The Brazilian military flew medical personnel and 1,000 doses of a Chinese vaccine deep into the Amazon rainforest on Tuesday to start inoculating far-distant indigenous people against the coronavirus.

In Umariaçu, a remote village of wooden houses on the banks of the Amazon River near the border of Peru and Colombia, Isabel Ticuna, 68, was the first to receive the vaccine.

“Vaccination is so important for all of us. It was this that we were waiting for,” she told Reuters after getting an injection of the CoronaVac shot.

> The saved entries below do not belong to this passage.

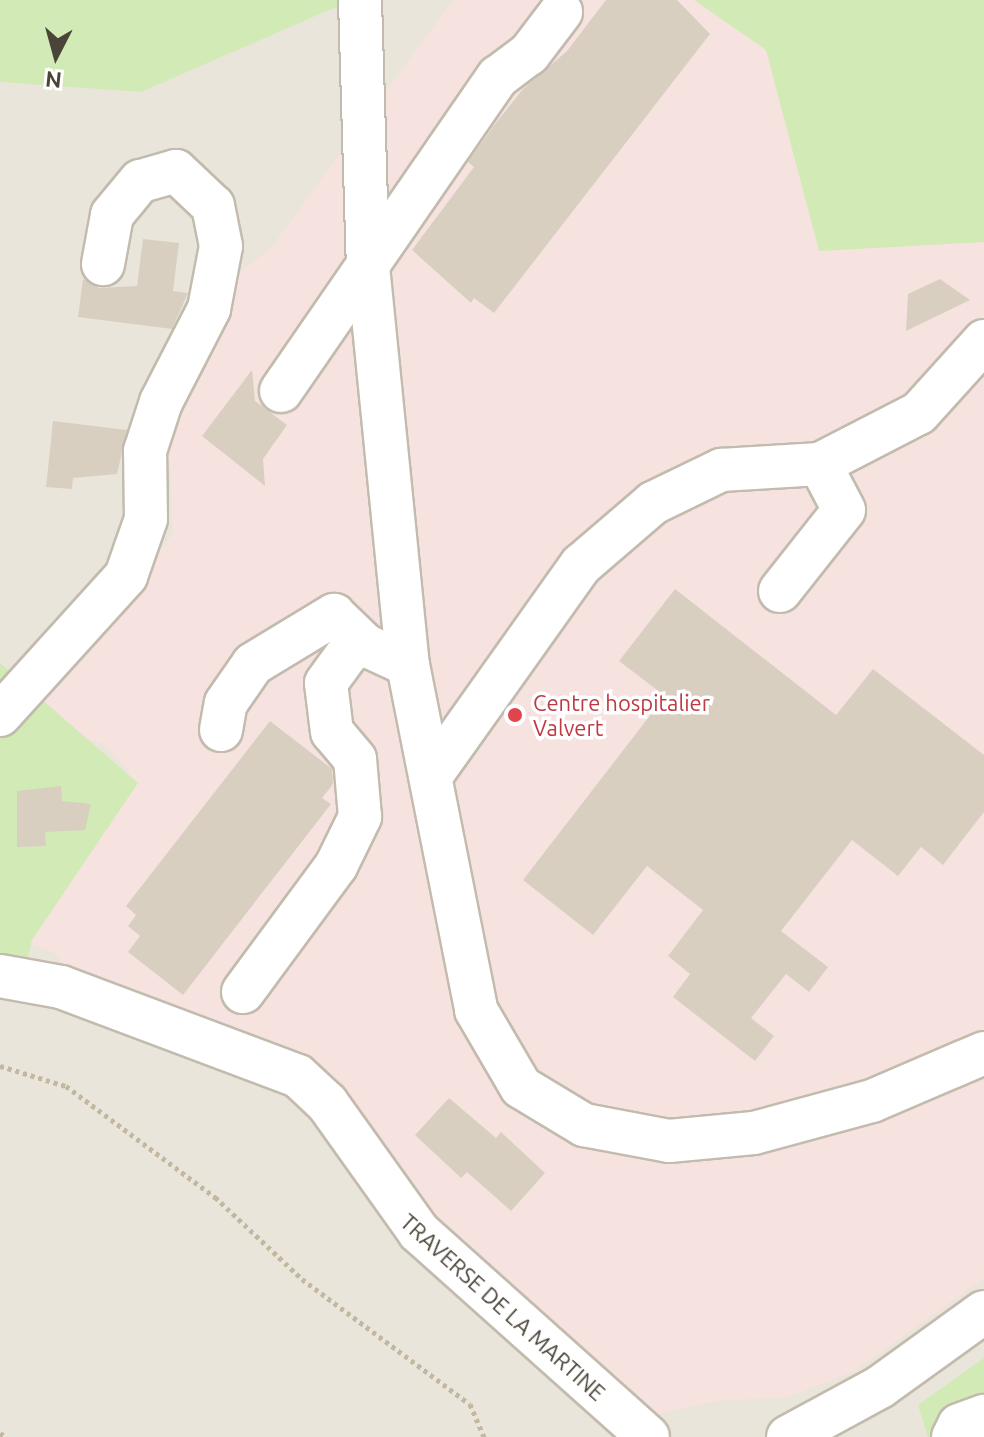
<!DOCTYPE html>
<html>
<head>
<meta charset="utf-8">
<style>
  body { margin:0 }
  #map { position:relative; width:984px; height:1437px; overflow:hidden; background:#f6f3ec; font-family:Ubuntu,sans-serif }
  div>[style] { position:absolute }
  .residential>* { inset:0; background:#eae5da }
  .medical>* { inset:0; background:#f6e3e0 }
  .green>* { inset:0; background:#d2eab5 }
  .building>* { inset:0; background:#d8cfc1 }
  .path>* { height:5px; margin-top:-2.5px; transform-origin:0; background:repeating-linear-gradient(90deg,#c4b79f 0 4px,transparent 0 8px) }
  .roads { filter:drop-shadow(2px 0 #c2bbae) drop-shadow(-2px 0 #c2bbae) drop-shadow(0 2px #c2bbae) drop-shadow(0 -2px #c2bbae) }
  .minor>* { height:42px; margin:-21px; padding:0 21px; transform-origin:21px; border-radius:21px; background:#fff }
  .dots>* { width:22px; height:22px; translate:-50% -50%; box-sizing:border-box; border:4px solid #fff; border-radius:50% }
  span { translate:-50% -50%; white-space:nowrap; text-align:center; line-height:1.15; -webkit-text-stroke:7px #fff; paint-order:stroke }
  .health-label { font-size:22px; color:#be3a42 }
  .left { translate:0 -50%; text-align:left }
  .street-label { font-size:22px; color:#4b4439 }
  .north { position:absolute; left:16px; top:16px; width:80px; height:80px; -webkit-text-stroke:6px #fff; paint-order:stroke; rotate:186deg; font-size:22px; font-weight:700; line-height:32px; text-align:center; color:#4b4439 }
  .north::after { content:''; display:block; margin:auto; width:28px; height:36px; background:#4b4439; clip-path:polygon(50% 0,100% 100%,50% 72%,0 100%) }
</style>
</head>
<body>
<div id="map">
  <div class="residential">
    <div style="clip-path:polygon(0 0,984px 0,984px 1437px,0 1437px)"></div>
  </div>
  <div class="medical">
    <div style="clip-path:polygon(453px 0,773px 0,984px 141px,984px 1278px,854px 1371px,788px 1397px,716px 1401px,641px 1418px,422px 1223px,341px 1098px,72px 975px,53px 952px,14px 938px,129px 770px,102px 743px,53px 733px,39px 697px,173px 534px,169px 430px,231px 280px,271px 248px)"></div>
  </div>
  <div class="green">
    <div style="clip-path:polygon(0 0,352px 0,141px 92px,0 82px)"></div>
    <div style="clip-path:polygon(694px 0,984px 0,984px 242px,819px 251px,766px 50px)"></div>
    <div style="clip-path:polygon(0 663px,138px 783px,32px 940px,25px 967px,0 965px)"></div>
    <div style="clip-path:polygon(984px 1358px,984px 1437px,928px 1437px,918px 1405px)"></div>
  </div>
  <div class="building">
    <div style="clip-path:polygon(606px 0,677px 0,710px 34px,494px 313px,474px 298px,471px 303px,412px 250px,474px 167px,468px 162px,495px 124px,523px 89px,567px 51px)"></div>
    <div style="clip-path:polygon(143px 239px,179px 243px,173px 291px,188px 293px,172px 329px,78px 317px,83px 279px,99px 288px,137px 286px)"></div>
    <div style="clip-path:polygon(940px 279px,970px 300px,906px 331px,908px 294px)"></div>
    <div style="clip-path:polygon(252px 370px,255px 401px,287px 425px,263px 459px,265px 486px,202px 436px)"></div>
    <div style="clip-path:polygon(53px 421px,127px 430px,117px 474px,73px 478px,72px 489px,46px 487px)"></div>
    <div style="clip-path:polygon(675px 589px,836px 715px,873px 669px,984px 755px,984px 812px,943px 865px,921px 847px,898px 876px,852px 840px,781px 931px,828px 967px,809px 992px,786px 974px,751px 1018px,774px 1036px,755px 1061px,673px 997px,690px 974px,668px 956px,703px 910px,647px 866px,593px 935px,523px 880px,665px 696px,619px 661px)"></div>
    <div style="clip-path:polygon(270px 721px,332px 769px,333px 784px,322px 798px,331px 804px,183px 995px,128px 952px,140px 936px,128px 926px,136px 915px,126px 906px)"></div>
    <div style="clip-path:polygon(61px 786px,62px 801px,91px 804px,85px 830px,45px 832px,46px 846px,17px 847px,17px 791px)"></div>
    <div style="clip-path:polygon(449px 1098px,496px 1138px,501px 1132px,545px 1173px,511px 1211px,467px 1172px,461px 1178px,415px 1135px)"></div>
  </div>
  <div class="path">
    <div style="left:0;top:1066px;width:69px;rotate:16.9deg"></div>
    <div style="left:66px;top:1086px;width:186px;rotate:36.7deg"></div>
    <div style="left:215px;top:1197px;width:120px;rotate:43.3deg"></div>
    <div style="left:302px;top:1279px;width:209px;rotate:36.7deg"></div>
    <div style="left:470px;top:1404px;width:36px;rotate:67deg"></div>
    <div style="left:0;top:1433px;width:7px;rotate:34deg"></div>
  </div>
  <div class="roads">
    <div class="minor">
      <div style="left:360px;top:0;width:266px;rotate:88.3deg"></div>
      <div style="left:368px;top:266px;width:401px;rotate:84.3deg"></div>
      <div style="left:281px;top:391px;width:382px;rotate:-55.4deg"></div>
      <div style="left:498px;top:77px;width:39px;rotate:-37deg"></div>
      <div style="left:529px;top:54px;width:53px;rotate:-52.7deg"></div>
      <div style="left:780px;top:591px;width:103px;rotate:-51.7deg"></div>
      <div style="left:844px;top:510px;width:52px;rotate:-117.6deg"></div>
      <div style="left:0;top:715px;width:188px;rotate:-47.8deg"></div>
      <div style="left:126px;top:576px;width:60px;rotate:-70.7deg"></div>
      <div style="left:146px;top:519px;width:68px;rotate:-90.8deg"></div>
      <div style="left:145px;top:451px;width:52px;rotate:-71.9deg"></div>
      <div style="left:161px;top:402px;width:105px;rotate:-62.7deg"></div>
      <div style="left:209px;top:309px;width:64px;rotate:-79.2deg"></div>
      <div style="left:221px;top:246px;width:41px;rotate:-101.3deg"></div>
      <div style="left:213px;top:206px;width:51px;rotate:-136.6deg"></div>
      <div style="left:176px;top:171px;width:37px;rotate:164deg"></div>
      <div style="left:140px;top:181px;width:44px;rotate:129.5deg"></div>
      <div style="left:112px;top:215px;width:50px;rotate:100.4deg"></div>
      <div style="left:221px;top:730px;width:27px;rotate:-80deg"></div>
      <div style="left:226px;top:703px;width:47px;rotate:-55.3deg"></div>
      <div style="left:253px;top:664px;width:95px;rotate:-31.2deg"></div>
      <div style="left:334px;top:615px;width:43px;rotate:44.1deg"></div>
      <div style="left:365px;top:645px;width:47px;rotate:24.9deg"></div>
      <div style="left:408px;top:665px;width:352px;rotate:78.8deg"></div>
      <div style="left:476px;top:1010px;width:89px;rotate:59.7deg"></div>
      <div style="left:521px;top:1087px;width:74px;rotate:31.1deg"></div>
      <div style="left:584px;top:1125px;width:86px;rotate:10.7deg"></div>
      <div style="left:669px;top:1141px;width:85px;rotate:-5.4deg"></div>
      <div style="left:754px;top:1133px;width:122px;rotate:-15.2deg"></div>
      <div style="left:872px;top:1101px;width:122px;rotate:-23.2deg"></div>
      <div style="left:433px;top:773px;width:255px;rotate:-54.6deg"></div>
      <div style="left:581px;top:565px;width:95px;rotate:-40.7deg"></div>
      <div style="left:653px;top:503px;width:76px;rotate:-25.9deg"></div>
      <div style="left:721px;top:470px;width:99px;rotate:-3.5deg"></div>
      <div style="left:820px;top:464px;width:111px;rotate:-27.3deg"></div>
      <div style="left:919px;top:413px;width:97px;rotate:-47.9deg"></div>
      <div style="left:0;top:976px;width:62px;rotate:10.2deg"></div>
      <div style="left:61px;top:987px;width:253px;rotate:20.6deg"></div>
      <div style="left:298px;top:1076px;width:40px;rotate:43deg"></div>
      <div style="left:327px;top:1103px;width:158px;rotate:54.5deg"></div>
      <div style="left:419px;top:1232px;width:307px;rotate:41.8deg"></div>
      <div style="left:243px;top:992px;width:157px;rotate:-53.6deg"></div>
      <div style="left:336px;top:866px;width:55px;rotate:-63.9deg"></div>
      <div style="left:360px;top:817px;width:58px;rotate:-94.9deg"></div>
      <div style="left:355px;top:759px;width:35px;rotate:-130deg"></div>
      <div style="left:332px;top:732px;width:49px;rotate:-97deg"></div>
      <div style="left:326px;top:683px;width:41px;rotate:-54deg"></div>
      <div style="left:350px;top:650px;width:16px;rotate:-18deg"></div>
      <div style="left:788px;top:1437px;width:105px;rotate:-28.5deg"></div>
      <div style="left:880px;top:1387px;width:128px;rotate:-35.8deg"></div>
      <div style="left:953px;top:1437px;width:13px;rotate:-63deg"></div>
      <div style="left:959px;top:1425px;width:27px;rotate:-20deg"></div>
    </div>
  </div>
  <div class="dots">
    <div style="left:515px;top:715px;background:#e0444e"></div>
  </div>
  <div class="health-label">
    <span class="left" style="left:533px;top:715px">Centre hospitalier<br>Valvert</span>
  </div>
  <div class="street-label">
    <span style="left:503px;top:1307px;rotate:42deg">TRAVERSE DE LA MARTINE</span>
  </div>
  <div class="north">N</div>
</div>
</body>
</html>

Villagers clapped as she received her jab, in a collective show of relief for a community that has seen 37 residents die of Covid-19 and at least 2,000 more infected.

Tarcis Marques Ticuna, the village medic said, “I was so worried, but our D-Day has arrived finally after so many deaths here and in the world. This means hope for us.”

Brazil’s more than 800,000 indigenous people have been badly hit by the pandemic sweeping through their villages, many of them located in forests days away from the nearest medical post by river boat.

Covid-19 has killed at least 1,000 indigenous people in Brazil and infected nearly 50,000 according to the tribal umbrella organisation, the Articulation of Indigenous Peoples of Brazil (Apib).

Anthropologists at Apib are warning that the communal way of life, with families sharing dwellings, rules out social distancing and makes forest-dwellers particularly vulnerable to contagion.

Brazil’s government is facing criticism for its slow response to the pandemic but appears now to be making an effort to help its indigenous tribes.